Performance Year: 2015, 2022
Internationally acclaimed Susan Graham—dubbed “America’s favorite mezzo” by Gramophone Magazine—rose to the top league of international artists within just a few years of her professional debut, and along the way has mastered an astonishing range of repertoire and formats. Her operatic roles have stretched from Monteverdi’s 17th-century Poppea to a contemporary American operatic portrait of Sister Helen Prejean in Jake Heggie’s Dead Man Walking, written specifically for her, as well as leading roles in new works by John Harbison and Tobias Picker. She won a Grammy for a collection of Ives songs, and her recital repertoire is so broad that 14 composers from Purcell to Sondheim are represented on her collection Virgins, Vixens, and Viragos (with pianist Malcolm Martineau on Onyx). But throughout her extraordinary career, this distinctly American artist has always been considered one of the great interpreters of French vocal music of her time, so much so that the Texas native was awarded the French government’s prestigious Chevalier de la Legion d’Honneur, not just for her profile as a favorite performer on France’s stages but also in honor of her commitment to French music.

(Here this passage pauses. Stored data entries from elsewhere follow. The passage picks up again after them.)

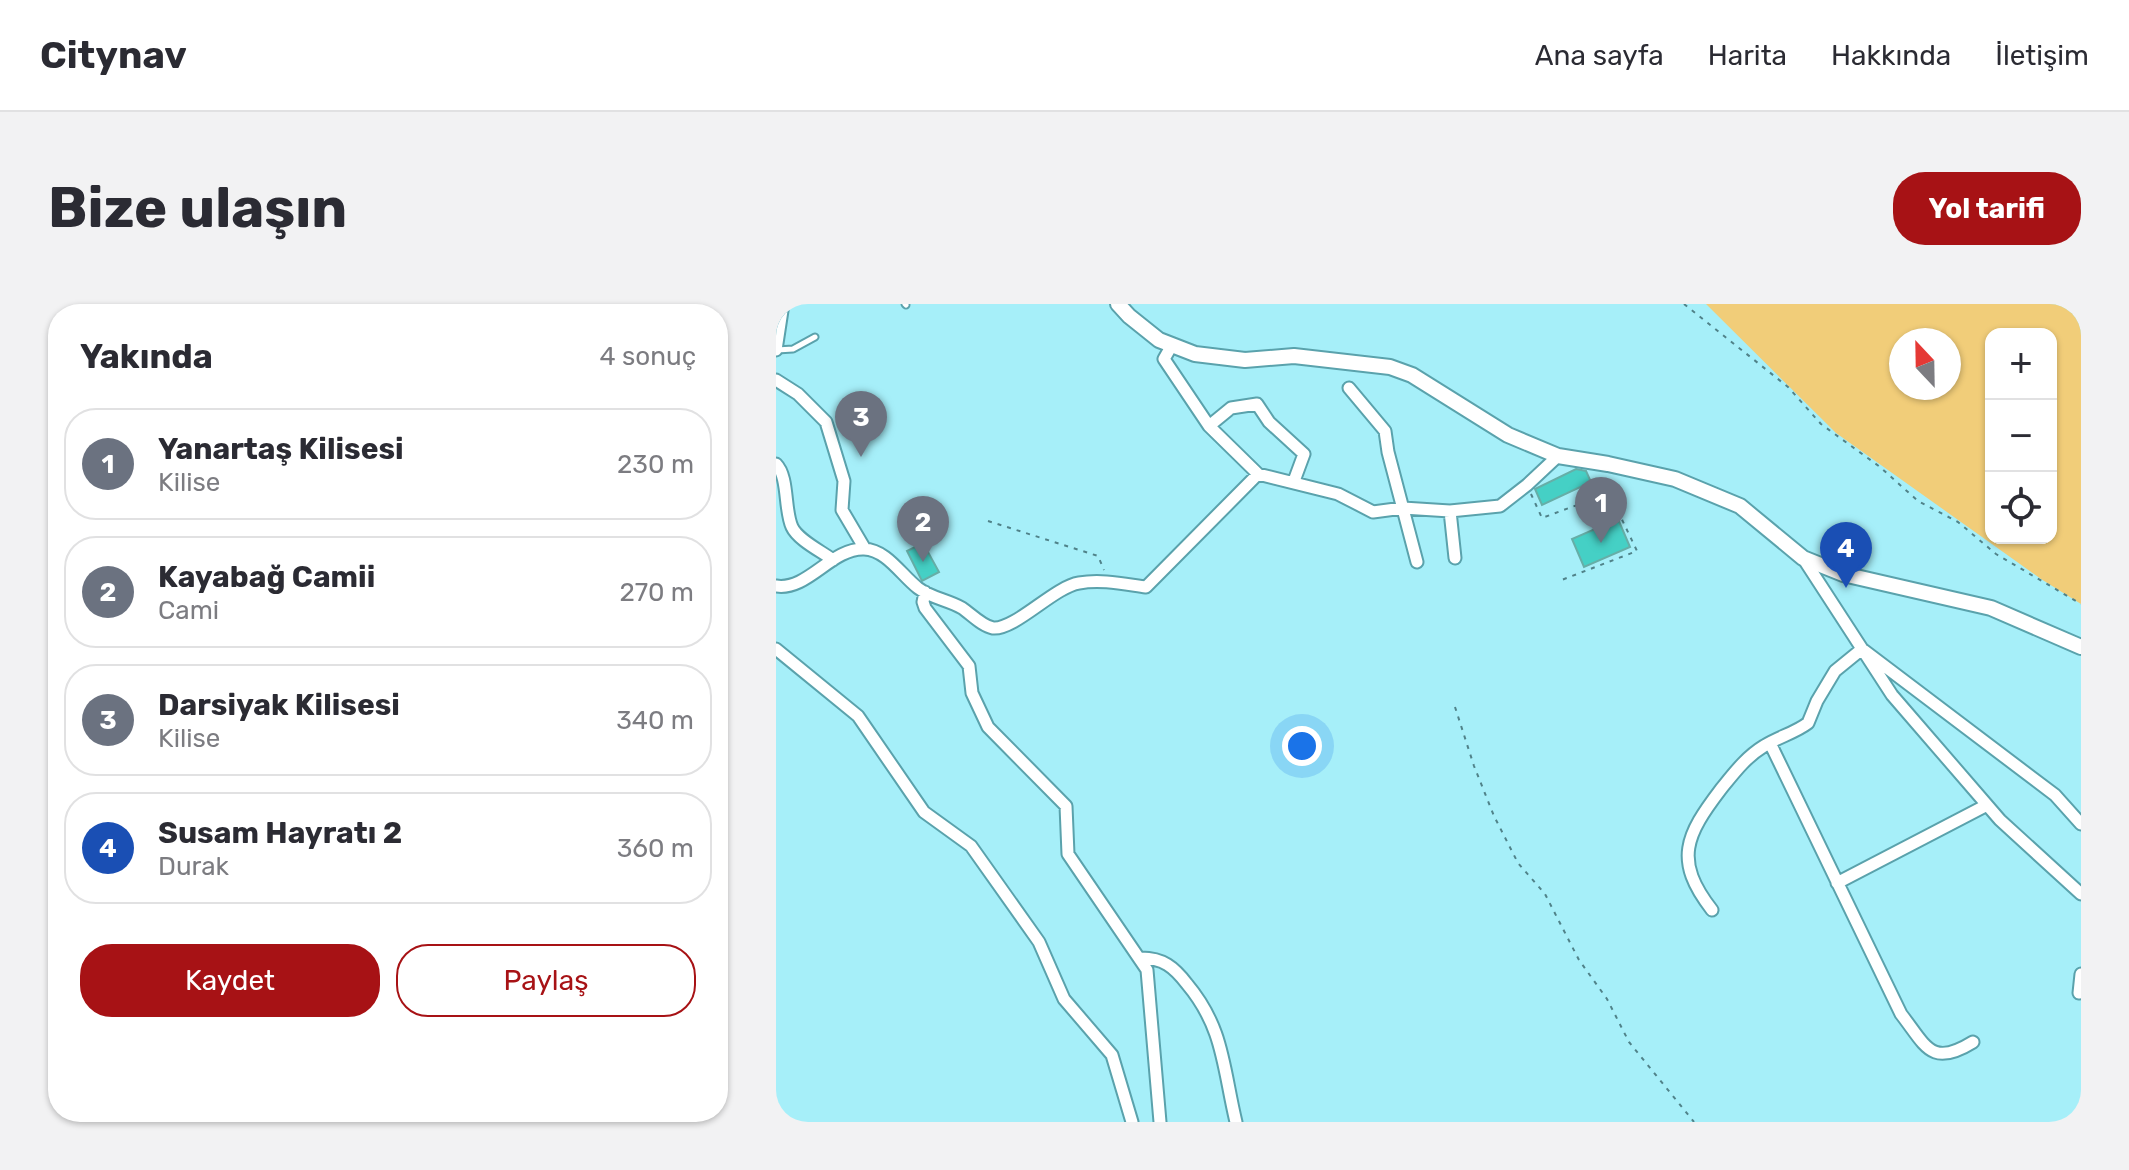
<!DOCTYPE html>
<html lang="tr">
<head>
<meta charset="utf-8">
<style>
  :root { --surface:#fff; --page:#f2f2f3; --text:#2b2b33; --muted:#7c7c81; --line:#e1e1e2; --accent:#a71215 }
  body { margin:0; font-family:Rubik,sans-serif; background:var(--page); color:var(--text) }
  .controls { position:absolute; right:24px; top:24px; display:grid; overflow:hidden; border-radius:16px; box-shadow:0 2px 6px #0004 }
  .controls button { width:72px; height:72px; display:grid; place-items:center; padding:0; border:0; border-bottom:2px solid var(--line); background:var(--surface); color:var(--text); font:40px sans-serif }
  .compass { position:absolute; left:1113px; top:24px; width:72px; height:72px; border-radius:50%; background:var(--surface); box-shadow:0 2px 6px #0004; rotate:338deg }
  .you { position:absolute; left:526px; top:442px; width:28px; height:28px; margin:-20px; border:6px solid #fff; border-radius:50%; background:#1a73e8; box-shadow:0 0 0 12px #1a73e833 }
  .badge { display:grid; place-items:center; width:52px; height:52px; border-radius:50%; background:var(--accent); color:#fff; font-size:26px; font-weight:700 }
  .pin { position:absolute; translate:-50% -66px; filter:drop-shadow(0 2px 4px #0008) }
  .pin::after { content:''; position:absolute; top:42px; width:28px; height:24px; background:inherit; clip-path:polygon(0 0,100% 0,50% 100%) }
  .list { margin:0; padding:0; list-style:none }
  h2 { display:flex; justify-content:space-between; align-items:center; height:104px; margin:0; padding:0 32px; font-size:34px }
  h2 small { font-size:26px; font-weight:400; color:var(--muted) }
  .list li { display:grid; grid-template-columns:52px 1fr auto; gap:24px; align-items:center; box-sizing:border-box; height:112px; margin:0 16px 16px; padding:0 16px; border:2px solid var(--line); border-radius:32px }
  .list b { display:block; font-size:30px; white-space:nowrap }
  .list p { margin:0; font-size:26px; white-space:nowrap; color:var(--muted) }
  .list em { font-size:26px; font-style:normal; color:var(--muted) }
  .actions { display:flex; gap:16px; padding:24px 32px }
  .actions a { flex:1; padding:18px 0; border:2px solid var(--accent); border-radius:32px; text-align:center; font-size:28px; color:var(--accent) }
  .actions .main { background:var(--accent); color:#fff }
  .icon { flex:none; width:44px; height:44px; fill:none; stroke:currentColor; stroke-width:2; stroke-linecap:round; stroke-linejoin:round }
  .map { position:relative; flex:none; width:1305px; height:818px; overflow:hidden; border-radius:32px }
  header { display:flex; align-items:center; gap:48px; box-sizing:border-box; height:112px; padding:0 40px; background:var(--surface); border-bottom:2px solid var(--line) }
  header strong { font-size:38px }
  nav { display:flex; gap:44px; margin-inline-start:auto; font-size:28px }
  .intro { display:flex; align-items:center; justify-content:space-between; box-sizing:border-box; height:192px; padding:0 48px }
  h1 { margin:0; font-size:56px }
  .button { padding:20px 36px; border-radius:32px; background:var(--accent); color:#fff; font-size:28px; font-weight:700 }
  main { display:flex; gap:48px; padding:0 48px }
  aside { flex:1; background:var(--surface); border-radius:32px; box-shadow:0 2px 6px #0004 }
  .map>svg:first-child { display:block }
</style>
</head>
<body>
<header>
<strong>Citynav</strong>
<nav><a>Ana sayfa</a><a>Harita</a><a>Hakkında</a><a>İletişim</a></nav>
</header>
<div class="intro"><h1>Bize ulaşın</h1><a class="button">Yol tarifi</a></div>
<main>
<aside>
<h2>Yakında<small>4 sonuç</small></h2>
<ul class="list">
<li><span class="badge" style="background:#6b7280">1</span><div><b>Yanartaş Kilisesi</b><p>Kilise</p></div><em>230 m</em></li>
<li><span class="badge" style="background:#6b7280">2</span><div><b>Kayabağ Camii</b><p>Cami</p></div><em>270 m</em></li>
<li><span class="badge" style="background:#6b7280">3</span><div><b>Darsiyak Kilisesi</b><p>Kilise</p></div><em>340 m</em></li>
<li><span class="badge" style="background:#1a4fb4">4</span><div><b>Susam Hayratı 2</b><p>Durak</p></div><em>360 m</em></li>
</ul>
<div class="actions"><a class="main">Kaydet</a><a>Paylaş</a></div>
</aside>
<div class="map">
<svg width="1305" height="818" viewBox="0 0 1305 818">
  <rect width="100%" height="100%" fill="#a6eff9"/>
  <path fill="#f1cd79" fill-rule="evenodd" d="M930,0H1305V300L1265,275L1060,129ZM1215,30H1275V234H1215ZM1125,36H1173V84H1125Z"/>
  <path fill="#45d0c5" stroke="#66aea7" stroke-width="2" d="M800,165L810,167L815,178L766,201L759,185Z
    M842,215L854,243L808,263L796,235Z
    M147,239L163,268L146,277L131,247Z"/>
  <g fill="none" stroke-linecap="round" stroke-linejoin="round">
    <defs>
      <path id="service" d="M129,0L130,1
        M1,46L17,45L39,33"/>
      <path id="minor" d="M396,41L388,55L433,122L482,170
        M0,46L7,0
        M0,76L22,90L50,118L68,177L66,206L89,245
        M573,84L609,127L612,148L641,258
        M433,122L455,104L481,100L493,118L528,150L518,177
        M0,160C13,173 8,206 16,223C22,236 45,247 57,256
        M674,207L679,254
        M1027,254L1116,391L1224,516L1305,590
        M0,282C32,287 55,244 88,245C111,246 125,271 142,284C155,294 172,296 186,304C195,310 206,322 217,324C239,326 278,283 303,279C325,275 348,280 370,283L482,170L562,190L597,208L627,204L674,207L724,202L751,181L782,152
        M149,288L147,298L149,304L193,362L196,389L212,423L290,502L292,550L371,666L384,818
        M0,345L82,412L148,508L195,542L263,638L288,695L336,751L356,818
        M994,439L1125,710C1150,742 1155,764 1197,738
        M1061,579L1211,501
        M936,606C897,556 910,531 945,485C958,469 970,453 988,442C1002,433 1019,429 1032,419L1041,397L1059,367L1086,345L1279,491L1305,520
        M365,654C387,654 398,663 411,680C448,724 447,764 460,818
        M1303,689L1305,670"/>
      <path id="tertiary" d="M342,0L353,12L383,36L419,50L469,56L518,52L614,63L636,71L732,131L782,152L832,160L899,175L964,202L1027,254L1067,270L1215,304L1305,343"/>
    </defs>
    <use href="#service" stroke="#5aa2ac" stroke-width="9"/>
    <use href="#minor" stroke="#5aa2ac" stroke-width="15"/>
    <use href="#tertiary" stroke="#5aa2ac" stroke-width="18"/>
    <path stroke="#508289" stroke-width="2" stroke-dasharray="4 6" stroke-linecap="butt" d="M908,0L1012,83L1045,120L1104,163L1142,197L1182,218L1220,250L1305,300
      M755,190L766,214L820,194L840,203L861,247L783,277
      M212,217L322,252L328,266
      M679,403L698,462L718,512L742,559L769,590L803,656L831,695L853,738L918,818"/>
    <use href="#service" stroke="#fff" stroke-width="5"/>
    <use href="#minor" stroke="#fff" stroke-width="11"/>
    <use href="#tertiary" stroke="#fff" stroke-width="14"/>
  </g>
</svg>
<div class="controls">
<button>+</button>
<button>−</button>
<button><svg class="icon" aria-label="locate" viewBox="0 0 24 24"><circle cx="12" cy="12" r="6"/><path d="M12 2v4M12 18v4M2 12h4M18 12h4"/></svg></button>
</div>
<svg class="compass" viewBox="-18 -18 36 36"><path d="M0-13l5 13h-10z" fill="#e53935"/><path d="M0 13l5-13h-10z" fill="#7c7c81"/></svg>
<div class="you"></div>
<div class="pin badge" style="left:825px;top:239px;background:#6b7280">1</div>
<div class="pin badge" style="left:147px;top:258px;background:#6b7280">2</div>
<div class="pin badge" style="left:85px;top:153px;background:#6b7280">3</div>
<div class="pin badge" style="left:1070px;top:284px;background:#1a4fb4">4</div>
</div>
</main>
</body>
</html>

Her tall, slim good looks made the operatic stage the natural first stop of a distinguished career, with early successes in “trouser” roles such as Cherubino in Mozart’s Le nozze di Figaro. Her technical brilliance brought mastery of Mozart’s more virtuosic roles such as Sesto in La clemenza di Tito, Idamante in Idomeneo, and Cecilio in Lucio Silla, as well as the title roles of Handel’s Ariodante and Xerxes. Inevitably she triumphed in the iconic Richard Strauss mezzo roles—Octavian in Der Rosenkavalier (often opposite the Marschallin of Renée Fleming) and the Composer in Ariadne auf Naxos. These roles brought her to prominence in every major opera house in the world, including the Metropolitan Opera, Chicago, San Francisco, Covent Garden, Paris, Munich, La Scala, Salzburg, Vienna, and many others, and she has returned to them regularly for appearances ranging from the title roles of Handel’s Ariodante and Xerxes to leading ladies in the world premieres of John Harbison’s The Great Gatsby and Tobias Picker’s An American Tragedy, both at the Metropolitan Opera.
But an early production of Berlioz’s Béatrice et Bénédict in Lyon earned particular raves from the international press for her pristine French diction and innate style, and a triumph as Massenet’s Cherubin at Covent Garden sealed her operatic stardom. New productions of Gluck’s Iphigénie en Tauride, Berlioz’ La Damnation de Faust, and Massenet’s Werther were mounted for her in New York, London, Paris, Chicago, San Francisco and elsewhere.
Graham recently expanded her distinguished discography with Nonesuch Records’ DVD/Blu-ray release of William Kentridge’s new treatment of Berg’s Lulu, which captures her celebrated role debut as Countess Geschwitz at the Met.